ブラームスの出世作
(2008-08-17)
まず断っておくが私はこの曲に関して他の演奏と聞き比べたわけではない。素人の率直な感想して読んでいただきたい。
私はカラヤン指揮の本作を何度も繰り返し聞き、気に入っている。カラヤンは本作を何度も録音している由。吉田秀和氏も推薦している演奏である。
ブラームスは有名な曲しか知らない私であるが、本作はあえて言えば、交響曲第1番と同じような、終盤での劇的な高揚(特に第6曲)が特徴的であり、そこに言いようのないカタルシスを覚えられるのが快いのである。本作はブラームスの出世作でもある。第1交響曲完成は本作発表よりもかなり後になるが、若きブラームスの希望に満ちた心象が反映している点で類似した傾向にあると言えまいか。その点モーツァルトのレクイエムとは全く異なる。人生への肯定的な明るさと力強さが底流した作品であり、合唱の美しさが忘れられない作品だ。
ブラームスの寂寥的ロマンティシズムの本質を捉えた歴史的名演奏
(2005-12-24)
一般的には「オットー・クレンペラーのドイツ正統派の演奏に比べると安っぽい」「カルロ・マリア・ジュリーニの格調高い燃焼度に及ばない」「歯切れのいい古楽演奏に比べるとオペラチック過ぎる」とけなされることの多いカラヤンの演奏ですが、私に言わせれば「華麗でカラフルなオーケストラの力量を素晴らしく抑制しコントロールした、しみじみとした人生のペーソスをよく捉えた見事なブラームス演奏」です。

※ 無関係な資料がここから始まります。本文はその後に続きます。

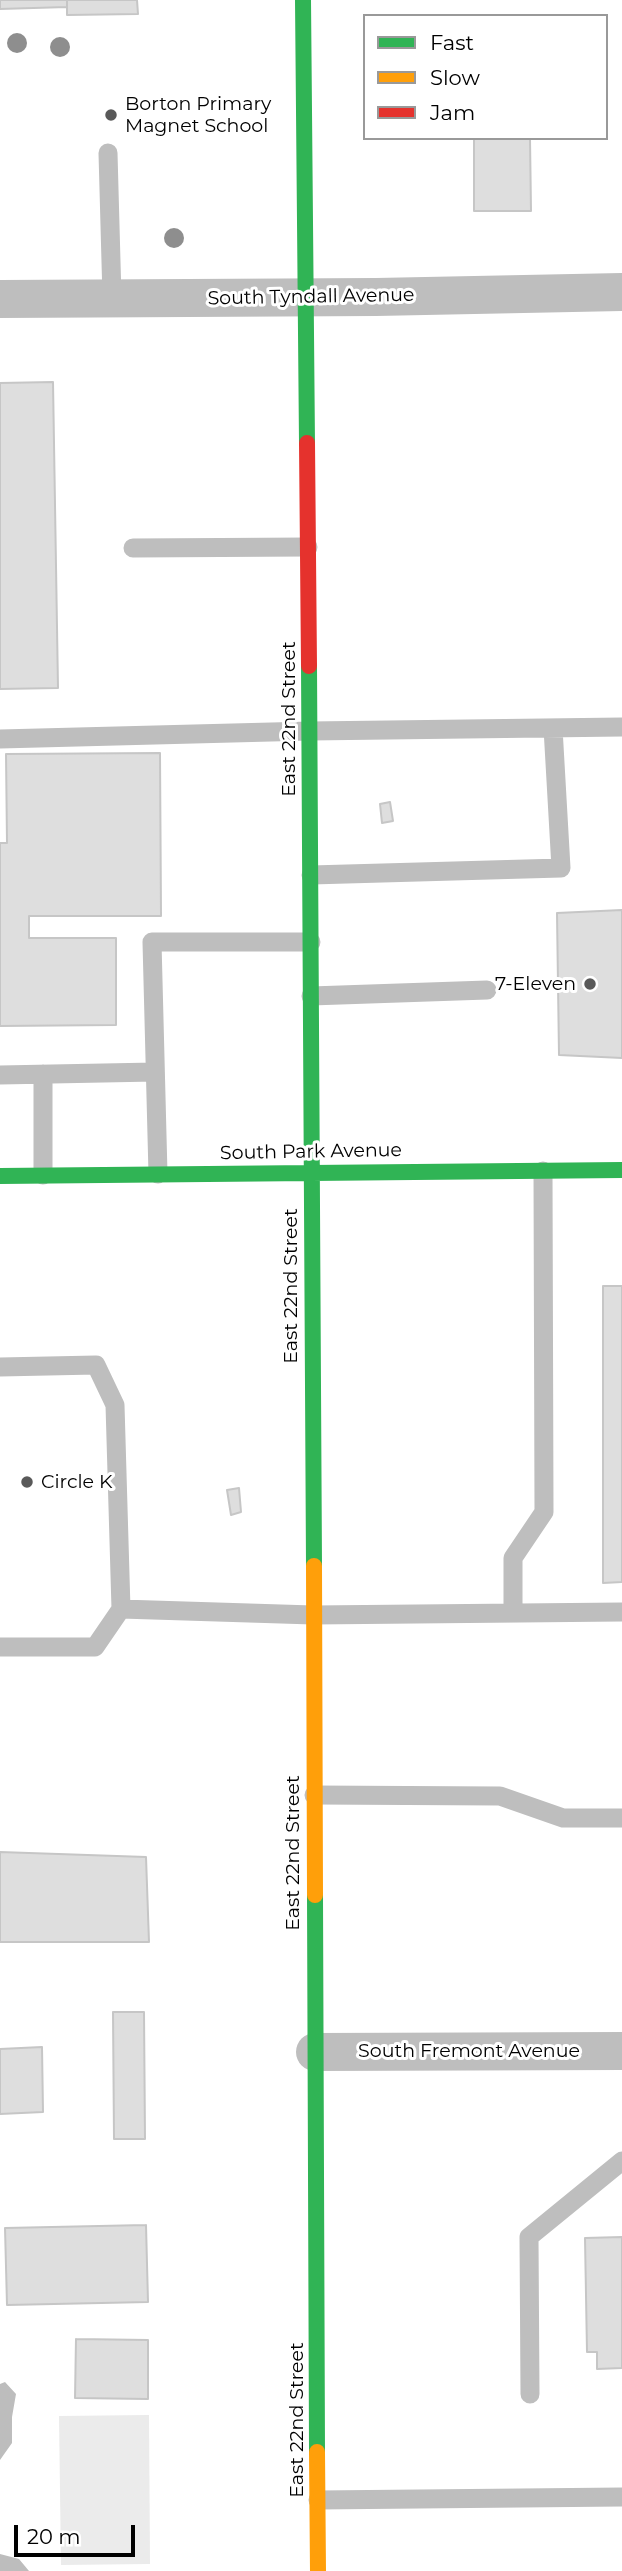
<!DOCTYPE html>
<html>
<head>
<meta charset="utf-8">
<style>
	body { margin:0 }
	#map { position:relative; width:622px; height:2571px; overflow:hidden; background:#fff; font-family:Montserrat,sans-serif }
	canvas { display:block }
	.legend { position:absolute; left:363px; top:14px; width:245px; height:126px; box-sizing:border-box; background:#fff; border:2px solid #999; margin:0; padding:9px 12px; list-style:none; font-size:21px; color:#000 }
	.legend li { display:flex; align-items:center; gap:14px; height:35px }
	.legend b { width:35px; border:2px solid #999 }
	.scale { position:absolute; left:14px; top:2525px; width:121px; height:32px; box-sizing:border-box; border:4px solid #000; border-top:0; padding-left:9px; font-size:21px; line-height:24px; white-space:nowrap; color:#000; -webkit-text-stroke:5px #fff; paint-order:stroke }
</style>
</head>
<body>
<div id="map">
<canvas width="622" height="2571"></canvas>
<ul class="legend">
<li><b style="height:9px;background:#30b455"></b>Fast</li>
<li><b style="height:9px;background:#ff9f0a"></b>Slow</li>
<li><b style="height:9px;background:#e5322d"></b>Jam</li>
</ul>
<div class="scale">20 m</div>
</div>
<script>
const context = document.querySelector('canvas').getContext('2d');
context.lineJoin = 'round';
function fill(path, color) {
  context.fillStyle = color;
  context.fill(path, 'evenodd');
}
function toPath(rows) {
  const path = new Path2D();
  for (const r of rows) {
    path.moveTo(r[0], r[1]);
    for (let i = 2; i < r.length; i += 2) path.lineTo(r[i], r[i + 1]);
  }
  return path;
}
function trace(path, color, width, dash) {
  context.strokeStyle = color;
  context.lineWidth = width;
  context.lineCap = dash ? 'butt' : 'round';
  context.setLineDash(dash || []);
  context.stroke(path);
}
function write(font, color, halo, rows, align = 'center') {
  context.font = font + ' Montserrat,sans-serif';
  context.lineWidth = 6;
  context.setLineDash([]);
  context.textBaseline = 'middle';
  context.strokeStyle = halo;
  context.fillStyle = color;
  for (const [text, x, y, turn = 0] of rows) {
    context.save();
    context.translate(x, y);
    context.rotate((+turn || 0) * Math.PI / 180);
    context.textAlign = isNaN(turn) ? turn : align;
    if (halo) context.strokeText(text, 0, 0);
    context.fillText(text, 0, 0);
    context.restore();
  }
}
fill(toPath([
	[149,2415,150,2564,61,2565,59,2416]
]), '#ebebeb');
fill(toPath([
	[5,2382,16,2394,12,2417,12,2443,0,2460,0,2384],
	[0,2554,19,2559,29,2571,0,2571]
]), '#bdbdbd');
const building = toPath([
	[0,0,67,0,67,7,0,9,0,0],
	[67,0,137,0,138,14,67,15,67,0],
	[474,138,530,138,531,211,474,211,474,138],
	[53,382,58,688,0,689,0,383,53,382],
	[160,753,161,916,29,916,29,938,116,938,116,1025,0,1026,0,843,7,843,6,754,160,753],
	[390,802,393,821,382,823,380,804,390,802],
	[622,910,622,1058,559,1055,557,913,622,910],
	[603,1286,622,1286,622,1582,603,1583,603,1286],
	[239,1488,241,1512,231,1515,227,1490,239,1488],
	[0,1852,146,1857,149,1942,0,1942,0,1852],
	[113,2012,144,2012,145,2139,114,2139,113,2012],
	[42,2047,43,2112,0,2114,0,2049,42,2047],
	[146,2225,148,2302,7,2305,5,2228,146,2225],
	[622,2237,622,2368,597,2369,597,2352,587,2352,585,2238,622,2237],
	[76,2339,148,2340,148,2399,75,2398,76,2339]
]);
fill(building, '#dedede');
trace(building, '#c6c6c6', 2);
trace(toPath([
	[108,153,112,298],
	[133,548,308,547],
	[0,739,310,731,622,727],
	[311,875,561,868,553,728],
	[311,996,487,990],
	[43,1074,43,1175],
	[0,1075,155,1072],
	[158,1174,152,942,311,942],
	[0,1367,96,1365,115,1405,121,1609,313,1615,622,1612],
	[513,1613,513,1558,544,1512,543,1171],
	[0,1647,95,1647,121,1609],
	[314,1795,500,1796,563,1818,622,1818],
	[530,2394,529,2237,622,2161],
	[318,2500,622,2497]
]), '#bebebe', 19);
trace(toPath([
	[0,299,376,297,622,292],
	[315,2052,622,2051]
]), '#bebebe', 38);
trace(toPath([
	[303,0,307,443],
	[309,666,314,1566],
	[0,1176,622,1170],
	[315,1895,317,2452]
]), '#30b455', 16);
trace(toPath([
	[314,1566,315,1895],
	[317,2452,318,2571]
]), '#ff9f0a', 16);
trace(toPath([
	[307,443,309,666]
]), '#e5322d', 16);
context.fillStyle = '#8e8e8e';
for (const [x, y] of [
	[17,43],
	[60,47],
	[174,238]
]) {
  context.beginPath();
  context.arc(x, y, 10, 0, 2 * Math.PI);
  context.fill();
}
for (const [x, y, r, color] of [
	[111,115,7,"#595959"],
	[590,984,7,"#595959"],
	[27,1482,7,"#595959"]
]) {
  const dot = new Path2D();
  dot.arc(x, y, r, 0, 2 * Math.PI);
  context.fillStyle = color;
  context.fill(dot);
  trace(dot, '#fff', 2.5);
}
write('19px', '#000', '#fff', [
	["Borton Primary",125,104],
	["Magnet School",125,126],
	["7-Eleven",576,984,"right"],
	["Circle K",41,1482]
], 'left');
write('19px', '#000', '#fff', [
	["South Tyndall Avenue",311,297,-1],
	["East 22nd Street",289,719,-90],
	["South Park Avenue",311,1152,-1],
	["East 22nd Street",291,1286,-90],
	["East 22nd Street",293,1853,-90],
	["South Fremont Avenue",469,2051],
	["East 22nd Street",297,2420,-90]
]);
</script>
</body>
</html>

まず抑制からマッシヴな爆発に見事に応えるベルリン・フィルの実力が素晴らしい。
この世界最高のオーケストラと豪華なソリスト達を見事にコントロールしうるカラヤンの練達の指揮もさることながら、その根底には彼が有する豊饒な和声感覚、建築学的構造の洞察力があります(特に第1曲と第2曲を聴いてみてください)。
ホセ・ヴァン・ダム、アンエ・トモア・シントウ、ヴィーン楽友協会合唱団らの素晴らしい歌唱も見逃せません。
カラヤンとしても会心のドイツ・レクイエムの名演という以上にブラームスの寂寥的ロマンティシズムの本質を捉えた歴史的名演奏です。